As discussed in an earlier Duane Morris Alert, FDA has previously explained that a facility should register as an outsourcing facility only if all of its compounded drugs will be compounded in compliance with Section 503B. In the new draft guidance, FDA explains that it “considers all activities, equipment, appurtenances, and materials part of a [facility at one geographic location or address] if they are related to human drug compounding under the supervision of the facility’s management at the same street address, or in the same building, or in buildings located in close proximity to one another.” Thus, although an outsourcing facility can compound pursuant to a patient prescription, it cannot also compound drugs under Section 503A of the FDCA[3] even if the areas devoted to the two standards for compounding are segregated from one another.

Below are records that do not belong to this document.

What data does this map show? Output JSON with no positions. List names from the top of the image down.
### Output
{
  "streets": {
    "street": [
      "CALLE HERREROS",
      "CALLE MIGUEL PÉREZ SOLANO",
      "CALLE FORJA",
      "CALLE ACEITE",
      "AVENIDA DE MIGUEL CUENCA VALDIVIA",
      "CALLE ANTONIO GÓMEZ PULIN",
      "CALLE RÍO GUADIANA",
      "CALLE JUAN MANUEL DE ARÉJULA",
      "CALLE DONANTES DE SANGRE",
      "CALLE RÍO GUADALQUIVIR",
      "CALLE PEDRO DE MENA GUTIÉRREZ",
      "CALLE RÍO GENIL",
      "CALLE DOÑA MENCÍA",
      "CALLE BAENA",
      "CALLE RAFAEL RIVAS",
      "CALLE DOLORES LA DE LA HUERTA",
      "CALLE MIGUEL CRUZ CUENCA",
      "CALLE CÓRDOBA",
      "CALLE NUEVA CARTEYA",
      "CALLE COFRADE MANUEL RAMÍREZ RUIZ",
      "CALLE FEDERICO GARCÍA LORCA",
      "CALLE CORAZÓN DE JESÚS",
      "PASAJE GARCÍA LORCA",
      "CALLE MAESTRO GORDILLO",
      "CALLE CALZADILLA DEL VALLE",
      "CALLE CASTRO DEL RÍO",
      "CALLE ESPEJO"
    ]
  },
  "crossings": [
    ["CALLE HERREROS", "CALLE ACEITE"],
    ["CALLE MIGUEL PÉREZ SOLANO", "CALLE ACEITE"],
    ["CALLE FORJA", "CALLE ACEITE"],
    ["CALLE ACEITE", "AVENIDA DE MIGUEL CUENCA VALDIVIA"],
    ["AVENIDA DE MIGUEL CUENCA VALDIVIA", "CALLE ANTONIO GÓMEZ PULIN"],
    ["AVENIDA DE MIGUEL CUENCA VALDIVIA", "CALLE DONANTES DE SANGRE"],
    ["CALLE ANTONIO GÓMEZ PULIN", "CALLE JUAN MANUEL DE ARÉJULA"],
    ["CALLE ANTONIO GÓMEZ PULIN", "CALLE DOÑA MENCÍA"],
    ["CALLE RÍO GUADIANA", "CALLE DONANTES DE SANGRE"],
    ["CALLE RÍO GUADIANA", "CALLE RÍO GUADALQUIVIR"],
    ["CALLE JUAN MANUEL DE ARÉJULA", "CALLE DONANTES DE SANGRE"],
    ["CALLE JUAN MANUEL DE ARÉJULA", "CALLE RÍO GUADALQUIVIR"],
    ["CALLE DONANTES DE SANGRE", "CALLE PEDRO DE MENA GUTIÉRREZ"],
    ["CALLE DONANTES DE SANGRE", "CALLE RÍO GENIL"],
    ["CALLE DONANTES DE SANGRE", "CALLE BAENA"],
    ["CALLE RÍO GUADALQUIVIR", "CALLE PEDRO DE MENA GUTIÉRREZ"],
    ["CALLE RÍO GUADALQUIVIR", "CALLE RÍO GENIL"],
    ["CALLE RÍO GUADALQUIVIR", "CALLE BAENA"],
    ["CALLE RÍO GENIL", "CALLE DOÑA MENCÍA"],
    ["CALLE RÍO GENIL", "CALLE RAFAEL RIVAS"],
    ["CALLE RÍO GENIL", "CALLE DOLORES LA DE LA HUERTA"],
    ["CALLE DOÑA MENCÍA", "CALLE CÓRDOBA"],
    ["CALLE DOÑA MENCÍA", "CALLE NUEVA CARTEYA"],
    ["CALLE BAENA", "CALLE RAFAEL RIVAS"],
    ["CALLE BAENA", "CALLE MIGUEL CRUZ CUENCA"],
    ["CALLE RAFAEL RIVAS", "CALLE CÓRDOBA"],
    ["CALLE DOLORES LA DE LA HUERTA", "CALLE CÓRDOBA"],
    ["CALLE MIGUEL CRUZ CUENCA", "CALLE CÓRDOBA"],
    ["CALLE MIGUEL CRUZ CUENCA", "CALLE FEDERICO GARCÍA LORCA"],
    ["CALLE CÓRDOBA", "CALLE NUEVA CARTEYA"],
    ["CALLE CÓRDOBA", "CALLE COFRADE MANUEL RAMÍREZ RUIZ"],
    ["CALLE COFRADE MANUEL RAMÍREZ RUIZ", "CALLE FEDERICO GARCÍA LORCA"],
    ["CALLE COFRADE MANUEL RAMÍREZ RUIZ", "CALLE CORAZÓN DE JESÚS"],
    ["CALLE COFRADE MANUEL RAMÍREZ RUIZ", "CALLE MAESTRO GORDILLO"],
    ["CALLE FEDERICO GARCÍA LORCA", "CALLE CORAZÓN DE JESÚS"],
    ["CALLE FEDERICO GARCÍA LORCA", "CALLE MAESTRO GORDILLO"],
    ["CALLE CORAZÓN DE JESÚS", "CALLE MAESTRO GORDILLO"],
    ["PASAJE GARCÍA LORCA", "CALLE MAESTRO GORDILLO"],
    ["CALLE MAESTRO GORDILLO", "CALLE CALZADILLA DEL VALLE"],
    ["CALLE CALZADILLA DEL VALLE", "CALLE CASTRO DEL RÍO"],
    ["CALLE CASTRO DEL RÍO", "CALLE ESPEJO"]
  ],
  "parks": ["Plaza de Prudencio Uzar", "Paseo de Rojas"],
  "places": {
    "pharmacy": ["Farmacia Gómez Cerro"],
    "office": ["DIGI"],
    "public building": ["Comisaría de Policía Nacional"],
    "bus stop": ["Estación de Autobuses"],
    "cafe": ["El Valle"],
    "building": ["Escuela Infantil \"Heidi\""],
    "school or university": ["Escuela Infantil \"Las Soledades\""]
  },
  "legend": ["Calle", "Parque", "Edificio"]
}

Among FDA’s concerns are that housing 503A and 503B compounding activities in the same building or facility could lead to the appearance that all drugs compounding at the facility comply with the purportedly higher standards of Section 503B, that comingling of products and activities could lead to confusion as to which standards apply and that it may be impossible to distinguish between the drugs compounded under 503A and those compounded under 503B.

In contrast, FDA will allow compounding under Section 503B to occur at a facility that also engages in “conventional” drug manufacturing because all activities at such facilities would be required to comply with cGMPs. Further, it is much easier to distinguish between compounded and manufactured drugs because of differing approval and labeling requirements, such as the requirement that compounded drug labels include the statement: “This is a compounded drug.”


FDA is accepting public comments on the three draft guidance documents through July 18, 2016.[4] Comments may be submitted electronically at or in writing to the FDA Division of Dockets Management. Further details on the procedure for submitting comments on the respective draft guidance documents are provided in the Federal Register as part of FDA’s notice for each document.[5] Stakeholders with concerns about FDA’s newly asserted positions should consider submitting comments to FDA.

For Further Information

If you have any questions about this Alert or would like more information, please contact Rachael G. Pontikes, Alison T. Rosenblum, any of the attorneys in our Pharmaceutical, Medical Device, Pharmacy and Food industry group or the attorney in the firm with whom you are regularly in contact.


[1] Official notices for each of the draft guidance documents were published in the Federal Register on April 18, 2016.

[2] Although FDA issued interim guidance as to its cGMP expectations for outsourcing facilities on July 2, 2014, (discussed in a previous Duane Morris Alert), FDA has not yet finalized this guidance.

[3] Section 503A of the FDCA governs most compounding pursuant to patient-specific prescriptions but does not require compliance with cGMPs.

[4] For the draft guidance on the Prescription Requirement Under 503A, comments on information collection issues under the Paperwork Reduction Act of 1995 must be submitted by May 18, 2016.

[5] See 81 Fed. Reg. 22610 (Hospital and Health System Compounding); 81 Fed. Reg. 22611 (Facility Definition Under 503A); and 81 Fed. Reg. 22617 (Prescription Requirement Under 503A).